Haarfarbe mit Nebeneffekt
Aber Rothaarige sind nicht nur gegenüber der Sonne empfindlicher, ihre Genvariante führt zu noch einem weiteren Nebeneffekt: Forscher konnten zeigen, dass Rotschöpfe mit diesen besonderen Erbanlagen möglicherweise Schmerz anders wahrnehmen als ihre dunkelhaarigen Mitmenschen. Beispielsweise fanden sie heraus, dass rothaarige Frauen empfindlicher auf Kälte- und Hitzereize reagieren. Gleichzeitig sprechen sie auf ein bestimmtes Schmerzmittel, ein Morphin, sensibler an.
Gegenüber Narkosemitteln wie Lidocain, das oft bei Zahnbehandlungen angewendet wird, sind Rothaarige Vermutungen zufolge aber wiederum unempfindlicher. Und auch auf mechanische Reize wie Nadelstiche oder Druck reagierten die rothaarigen Testpersonen weniger stark. Warum Rotschöpfe aber bei Hitze- und Kältereizen durchschnittlich mehr Schmerz spüren als andere, dafür aber Stiche sogar besser aushalten, ist bislang nicht geklärt. Forscher untersuchen noch, wie ein für die Farbstoffproduktion zuständiges Gen auch das Schmerzgeschehen beeinflussen kann.

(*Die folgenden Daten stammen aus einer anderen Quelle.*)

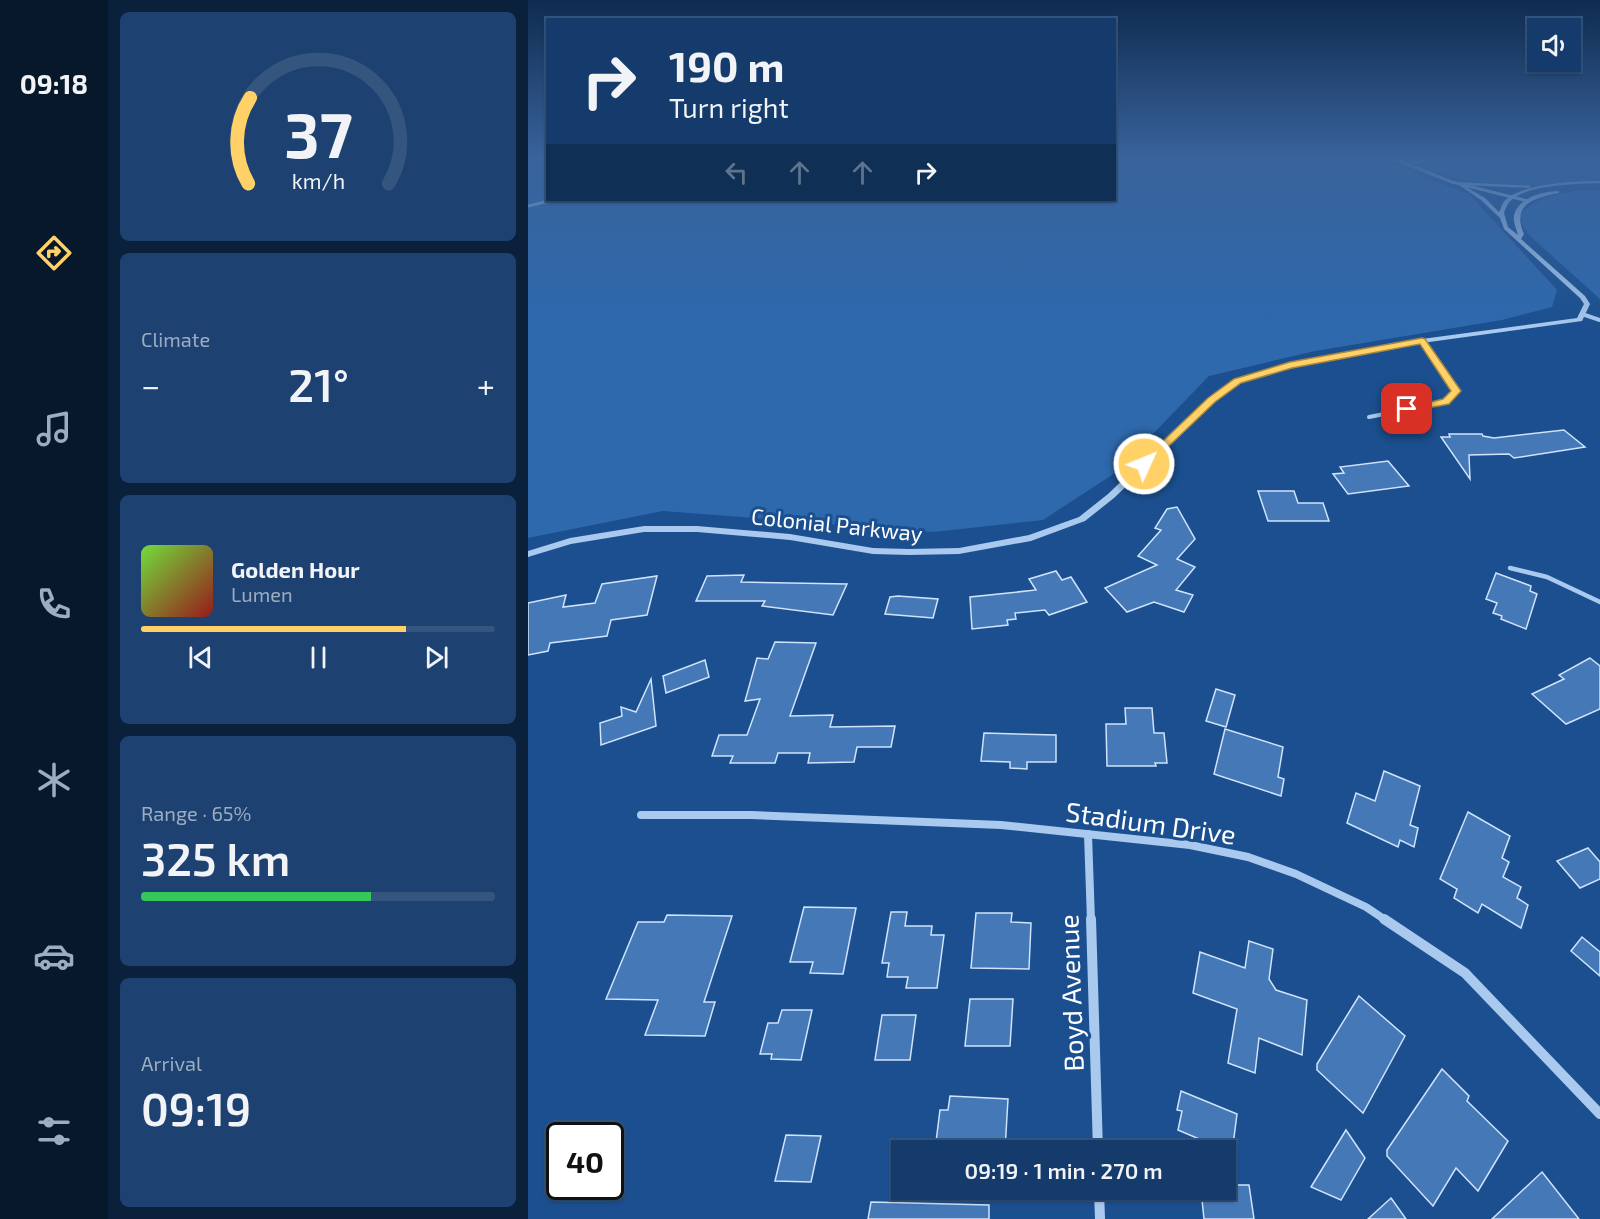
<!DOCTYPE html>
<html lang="en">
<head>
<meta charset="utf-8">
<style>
  :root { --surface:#143b6b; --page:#1d4271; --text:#f1f3f6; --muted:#9dadc1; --line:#33557e; --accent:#ffd166 }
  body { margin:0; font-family:"Exo 2",sans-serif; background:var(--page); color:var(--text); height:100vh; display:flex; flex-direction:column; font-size:22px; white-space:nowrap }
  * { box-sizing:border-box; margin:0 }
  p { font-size:20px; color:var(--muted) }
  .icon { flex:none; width:33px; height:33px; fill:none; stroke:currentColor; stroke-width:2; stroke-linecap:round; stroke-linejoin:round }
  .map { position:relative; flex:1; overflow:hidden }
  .side { display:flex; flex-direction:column; gap:12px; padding:12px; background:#0b203b; width:420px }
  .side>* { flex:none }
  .top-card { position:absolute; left:18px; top:18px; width:570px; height:183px; border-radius:0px; box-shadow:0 2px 4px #0004,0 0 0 2px var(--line); background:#143b6b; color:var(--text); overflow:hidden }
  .buttons { position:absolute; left:999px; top:18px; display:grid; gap:12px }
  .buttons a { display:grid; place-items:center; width:54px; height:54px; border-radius:0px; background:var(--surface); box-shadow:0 2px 4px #0004,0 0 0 2px var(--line); font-size:30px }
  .speed { position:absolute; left:18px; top:1122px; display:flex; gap:12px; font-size:30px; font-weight:700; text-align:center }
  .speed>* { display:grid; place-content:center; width:78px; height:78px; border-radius:50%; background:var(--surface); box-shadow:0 2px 4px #0004,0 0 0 2px var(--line); line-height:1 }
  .speed .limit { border:3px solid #111; border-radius:9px; background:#fff; color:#111 }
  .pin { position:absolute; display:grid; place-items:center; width:51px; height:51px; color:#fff; margin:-26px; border-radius:12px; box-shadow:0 3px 9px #0006 }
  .me { position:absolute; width:66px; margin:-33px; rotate:46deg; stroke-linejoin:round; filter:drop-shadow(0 0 4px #0008) }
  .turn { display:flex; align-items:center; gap:21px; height:126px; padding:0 24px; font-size:27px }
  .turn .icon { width:78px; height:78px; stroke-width:2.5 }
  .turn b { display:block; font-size:42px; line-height:51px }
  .lanes { display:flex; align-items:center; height:57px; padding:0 24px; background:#0003; justify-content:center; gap:30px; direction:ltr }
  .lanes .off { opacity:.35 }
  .big { font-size:45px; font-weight:600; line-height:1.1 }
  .side .widget { flex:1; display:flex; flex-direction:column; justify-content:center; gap:9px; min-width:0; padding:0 21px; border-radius:9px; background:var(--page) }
  .side .dial { align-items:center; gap:0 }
  .dial svg { height:156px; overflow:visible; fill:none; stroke:var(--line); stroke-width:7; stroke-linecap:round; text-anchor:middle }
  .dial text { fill:var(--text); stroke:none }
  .song { display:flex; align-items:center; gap:18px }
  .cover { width:72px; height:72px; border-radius:9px; background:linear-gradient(135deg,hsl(100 70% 55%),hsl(0 70% 35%)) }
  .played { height:6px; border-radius:3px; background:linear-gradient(90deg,var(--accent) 75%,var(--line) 75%) }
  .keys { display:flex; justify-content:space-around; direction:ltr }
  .heat { display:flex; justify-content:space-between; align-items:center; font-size:33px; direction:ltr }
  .charge { height:9px; border-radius:4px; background:linear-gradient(90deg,#34c759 65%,var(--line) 0) }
  .trip { position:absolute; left:363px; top:1140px; width:345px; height:60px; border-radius:0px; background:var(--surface); box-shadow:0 2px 4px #0004,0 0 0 2px var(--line); font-weight:600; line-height:60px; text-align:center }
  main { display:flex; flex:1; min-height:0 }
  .menu { display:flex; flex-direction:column; width:108px; justify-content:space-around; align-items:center; background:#08182b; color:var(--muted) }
  .menu .icon { width:42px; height:42px }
  .menu .on { color:var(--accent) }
  .menu b { font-size:27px; color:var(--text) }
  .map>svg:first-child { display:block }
  .green { fill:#2e69ad }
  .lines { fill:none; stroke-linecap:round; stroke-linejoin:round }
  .stream { stroke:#9cc4f0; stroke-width:3 }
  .building { fill:#4478b7; stroke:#cfe3fa; stroke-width:1.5 }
  .service-far3 { stroke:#a9c9ee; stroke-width:2 }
  .service-far2 { stroke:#a9c9ee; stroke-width:3 }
  .service-far1 { stroke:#a9c9ee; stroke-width:4 }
  .service { stroke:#a9c9ee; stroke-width:4.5 }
  .minor-far3 { stroke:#a9c9ee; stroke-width:3 }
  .minor-far2 { stroke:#a9c9ee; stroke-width:4 }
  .minor-far1 { stroke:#a9c9ee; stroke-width:8 }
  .minor { stroke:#a9c9ee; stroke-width:10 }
  .tertiary { fill:#a9c9ee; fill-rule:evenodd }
  .route { fill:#ffd166; stroke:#a68842; stroke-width:1.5 }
  .labels { text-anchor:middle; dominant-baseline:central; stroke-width:6; stroke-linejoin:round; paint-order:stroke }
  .street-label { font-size:22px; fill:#fff; stroke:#1b4f8f }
  .near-street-label { font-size:27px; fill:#fff; stroke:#1b4f8f }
</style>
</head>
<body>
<main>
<nav class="menu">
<b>09:18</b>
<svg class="icon on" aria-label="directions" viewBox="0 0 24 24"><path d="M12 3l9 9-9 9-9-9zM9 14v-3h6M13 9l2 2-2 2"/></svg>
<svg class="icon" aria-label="music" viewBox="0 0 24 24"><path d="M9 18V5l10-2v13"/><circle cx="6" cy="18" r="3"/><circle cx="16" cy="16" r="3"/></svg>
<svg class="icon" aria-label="phone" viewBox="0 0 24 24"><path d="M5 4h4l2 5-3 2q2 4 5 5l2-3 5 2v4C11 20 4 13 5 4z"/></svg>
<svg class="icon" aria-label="climate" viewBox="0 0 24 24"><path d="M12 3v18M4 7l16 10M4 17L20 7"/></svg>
<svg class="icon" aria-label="car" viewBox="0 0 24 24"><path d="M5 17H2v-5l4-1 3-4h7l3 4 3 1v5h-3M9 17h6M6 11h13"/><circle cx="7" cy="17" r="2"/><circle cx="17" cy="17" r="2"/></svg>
<svg class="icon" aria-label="filters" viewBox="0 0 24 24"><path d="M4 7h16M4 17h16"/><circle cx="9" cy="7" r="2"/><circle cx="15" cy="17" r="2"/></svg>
</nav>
<section class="side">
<div class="widget dial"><svg viewBox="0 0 100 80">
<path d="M14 69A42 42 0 1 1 86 69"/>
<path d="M14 69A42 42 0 0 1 15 25" stroke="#ffd166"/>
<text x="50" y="56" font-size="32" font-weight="700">37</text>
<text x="50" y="72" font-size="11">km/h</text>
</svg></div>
<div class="widget"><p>Climate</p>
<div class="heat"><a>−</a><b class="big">21°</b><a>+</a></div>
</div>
<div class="widget">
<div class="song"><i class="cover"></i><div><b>Golden Hour</b><p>Lumen</p></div></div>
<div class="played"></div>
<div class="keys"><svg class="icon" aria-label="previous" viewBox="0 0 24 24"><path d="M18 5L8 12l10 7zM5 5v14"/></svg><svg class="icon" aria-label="pause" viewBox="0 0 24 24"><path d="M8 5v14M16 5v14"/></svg><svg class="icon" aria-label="next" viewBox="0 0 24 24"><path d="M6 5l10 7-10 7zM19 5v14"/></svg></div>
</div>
<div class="widget"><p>Range · 65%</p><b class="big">325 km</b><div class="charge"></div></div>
<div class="widget"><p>Arrival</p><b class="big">09:19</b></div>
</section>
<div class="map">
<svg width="1072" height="1219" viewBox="0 0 1072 1219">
  <rect width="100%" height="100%" fill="#1b4f8f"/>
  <g class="green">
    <polygon points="0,157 19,157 20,200 586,200 587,157 847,157 942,195 1029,290 1024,307 974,320 787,351 681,376 587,473 515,520 406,532 135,511 0,538"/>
    <path d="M868 157H1072V180C1043 181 1013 187 984 186 943 185 906 173 868 157Z"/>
    <path d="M1056 190H1072V299L1002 236 994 225 992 215C1010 195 1030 194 1056 190Z"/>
  </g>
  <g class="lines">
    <polyline class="stream" points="0,206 25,200"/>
  </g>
  <g class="building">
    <polygon points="1036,430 1057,447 986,458 981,454 941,455 942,479 913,437 922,437 921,434 954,434 955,436 966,438"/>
    <polygon points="860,461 881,486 820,494 805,474 816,473 812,467"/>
    <polygon points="730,491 766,491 770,503 795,503 801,521 740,521"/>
    <polygon points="649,507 667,539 649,559 667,567 648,590 665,595 656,612 626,602 599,612 577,588 629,565 610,556 633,530 627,528 639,509"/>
    <polygon points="528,571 534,580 543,577 559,602 521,615 517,610 487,613 488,619 479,620 480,625 444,629 442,597 508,590 501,579"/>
    <polygon points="968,573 1003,586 1002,591 1009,594 998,629 973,619 974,616 965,613 969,603 958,599"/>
    <polygon points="216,575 213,582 319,584 305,615 234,606 237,601 168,601 179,576"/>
    <polygon points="129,576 119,615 83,620 79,636 22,643 20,651 0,655 0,603 38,595 35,607 67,603 74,584"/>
    <polygon points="370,596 410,599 405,618 357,614 362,597"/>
    <polygon points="247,642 288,643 262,716 305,715 302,727 367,726 363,747 329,747 326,762 280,763 282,753 250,753 247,763 202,763 205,756 184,756 191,735 219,735 232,699 217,701 229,658 240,659"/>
    <polygon points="1062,658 1072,666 1072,709 1038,724 1004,694 1036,679 1031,675"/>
    <polygon points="177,660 181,677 138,693 135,676"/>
    <polygon points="123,679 128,726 73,745 72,723 94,716 93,707 108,712"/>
    <polygon points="688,689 707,695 698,727 678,721"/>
    <polygon points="597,708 624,708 626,733 636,733 639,763 627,763 628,766 579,766 578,724 598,724"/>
    <polygon points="697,729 755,747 750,777 756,779 753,796 686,774"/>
    <polygon points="456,733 528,735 528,762 499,762 499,769 482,768 482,762 453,761"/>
    <polygon points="856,771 892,786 882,825 890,828 886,847 872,840 870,847 819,823 828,793 847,801"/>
    <polygon points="940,812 982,836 974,858 981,862 975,877 993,887 989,898 1000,905 993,928 954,904 950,913 926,898 929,889 912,879"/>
    <polygon points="1060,848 1072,862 1072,879 1052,888 1029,861"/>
    <polygon points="276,907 328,908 315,974 282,973 285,962 262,962"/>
    <polygon points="363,912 379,912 377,926 404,926 403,935 416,935 409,988 378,988 380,977 359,977 361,963 354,963"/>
    <polygon points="448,913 484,913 483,922 503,923 501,969 443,968"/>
    <polygon points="139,915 204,916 176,1002 187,1002 177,1036 117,1035 130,1000 78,999 110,922 136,922"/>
    <polygon points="1054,937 1072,952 1072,976 1043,951"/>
    <polygon points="721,941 745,949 741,979 748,990 779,1000 774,1055 731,1038 727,1073 700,1063 709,1009 665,993 672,952 717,968"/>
    <polygon points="831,996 877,1036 835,1113 789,1070 789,1064"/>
    <polygon points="442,999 485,999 482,1046 437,1046"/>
    <polygon points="254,1010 284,1010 273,1060 243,1059 244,1054 232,1054 240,1023 250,1023"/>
    <polygon points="354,1015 388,1015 382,1060 347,1060"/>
    <polygon points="914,1069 941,1096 939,1101 980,1141 950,1191 928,1168 905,1206 859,1156 859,1150"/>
    <polygon points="653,1091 709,1114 704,1153 650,1130 654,1111 649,1110"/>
    <polygon points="422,1096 480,1099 477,1150 407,1150 412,1110 420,1110"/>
    <polygon points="818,1130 837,1158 813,1200 783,1187"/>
    <polygon points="258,1135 293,1136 283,1182 247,1181"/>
    <polygon points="1014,1172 1051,1219 964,1219"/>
    <polygon points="698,1185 721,1185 726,1219 676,1219 673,1190 698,1190"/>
    <polygon points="863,1198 878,1219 840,1219"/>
    <polygon points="343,1202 461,1205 461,1219 340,1219"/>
  </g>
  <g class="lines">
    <polyline class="service-far3" points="876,164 917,158"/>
    <polyline class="service-far2" points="894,341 906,359"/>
    <polyline class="service-far1" points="841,417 918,402 928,391 905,357"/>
    <polyline class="service" points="982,568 1019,577 1072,602"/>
    <polyline class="minor-far3" points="861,157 924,182 1000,201"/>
    <polyline class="minor-far2" points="1054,314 1072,320"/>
    <g class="minor-far1">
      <polyline points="113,815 223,815 473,825 662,845 720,857 768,874 838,907 859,921"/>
      <polyline points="560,834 563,921"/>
    </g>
    <g class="minor">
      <polyline points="563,919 570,1150"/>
      <polyline points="856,919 937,973 1072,1114"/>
      <polyline points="571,1190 572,1219"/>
    </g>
    <path class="tertiary" d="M1072 181V183C1050 184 993 184 980 204 978 207 977 210 976 213L980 227 990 235C989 230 985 223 986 216 989 198 1015 191 1031 191V193C1006 198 983 204 996 234L993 239 1057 296 1062 304 1054 321 894 343 763 367 713 383 686 402 586 498 557 521 503 541 431 554 381 555 345 554 262 540 169 532H116L43 544 0 557V551L42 538 116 526H169L262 534 345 548 381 549 431 548 501 535 551 517 580 494 680 398 707 379 762 363 894 339 1049 318 1056 304 1052 298 976 229 972 218 953 200 928 183 930 182 1003 186 1001 188 935 185 957 198 971 212C973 209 973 206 975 203 989 183 1049 181 1072 181Z"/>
  </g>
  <linearGradient id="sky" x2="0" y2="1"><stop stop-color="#0f2b4f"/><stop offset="0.48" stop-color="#39639b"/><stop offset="1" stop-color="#39639b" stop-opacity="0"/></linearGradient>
  <rect width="1072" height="328" fill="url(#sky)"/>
  <polygon class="route" points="894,338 897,339 933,391 921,404 879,412 874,409 915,399 923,391 892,344 764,368 713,383 687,402 620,466 612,466 611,464 680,398 706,379 762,362"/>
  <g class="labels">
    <g class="street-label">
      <text transform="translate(309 524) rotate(6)">Colonial Parkway</text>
    </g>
    <g class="near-street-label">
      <text transform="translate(623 822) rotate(8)">Stadium Drive</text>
      <text transform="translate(542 993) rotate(-92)">Boyd Avenue</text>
    </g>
  </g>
</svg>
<div class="buttons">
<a><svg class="icon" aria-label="sound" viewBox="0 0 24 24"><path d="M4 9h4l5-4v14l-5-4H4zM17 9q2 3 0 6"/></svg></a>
</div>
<div class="speed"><div class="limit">40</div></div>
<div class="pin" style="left:879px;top:409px;background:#d93025"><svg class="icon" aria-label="arrive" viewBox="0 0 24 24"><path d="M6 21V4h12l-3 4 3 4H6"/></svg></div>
<svg class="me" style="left:616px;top:464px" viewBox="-20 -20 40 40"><circle r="17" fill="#ffd166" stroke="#fff" stroke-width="3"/><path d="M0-11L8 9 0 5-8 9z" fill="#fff"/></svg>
<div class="trip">09:19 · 1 min · 270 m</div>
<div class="top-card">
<div class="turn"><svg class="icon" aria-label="right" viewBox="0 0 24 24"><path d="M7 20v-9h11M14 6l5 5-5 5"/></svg><div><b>190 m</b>Turn right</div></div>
<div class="lanes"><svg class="icon off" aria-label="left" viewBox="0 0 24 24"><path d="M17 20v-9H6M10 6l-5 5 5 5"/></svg><svg class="icon off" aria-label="ahead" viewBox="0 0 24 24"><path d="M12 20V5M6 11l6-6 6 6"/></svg><svg class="icon off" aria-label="ahead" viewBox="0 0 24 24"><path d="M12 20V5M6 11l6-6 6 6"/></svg><svg class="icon" aria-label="right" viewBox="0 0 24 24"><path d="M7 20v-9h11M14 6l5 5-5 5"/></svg></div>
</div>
</div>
</main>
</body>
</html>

Und was unterscheidet sie noch?
Und es gibt noch mehr Besonderheiten, die Rothaarige betreffen. So bekommen sie beispielsweise im Schnitt schneller blaue Flecken als Menschen mit anderer Haarfarbe. Und auch ihre Haarstruktur unterscheidet sich: Rotschöpfe haben im Vergleich zu anderen Farbvarianten sehr dicke aber mit 90.000 vergleichsweise wenige Haare auf dem Kopf. Braun- und schwarzhaarige Menschen haben im Schnitt 100.000, blonde sogar bis zu 150.000 Kopfhaare - dafür aber oft dünnere.
Letztlich ist es auch nicht selten, dass Rothaarige selbst im Alter ihre rote Haarfarbe nicht verlieren: So gilt, dass ihre Farbpigmente länger halten und sie mit geringerer Wahrscheinlichkeit ergrauen. Statt grau werden die Haare meist lediglich heller bis silberweiß.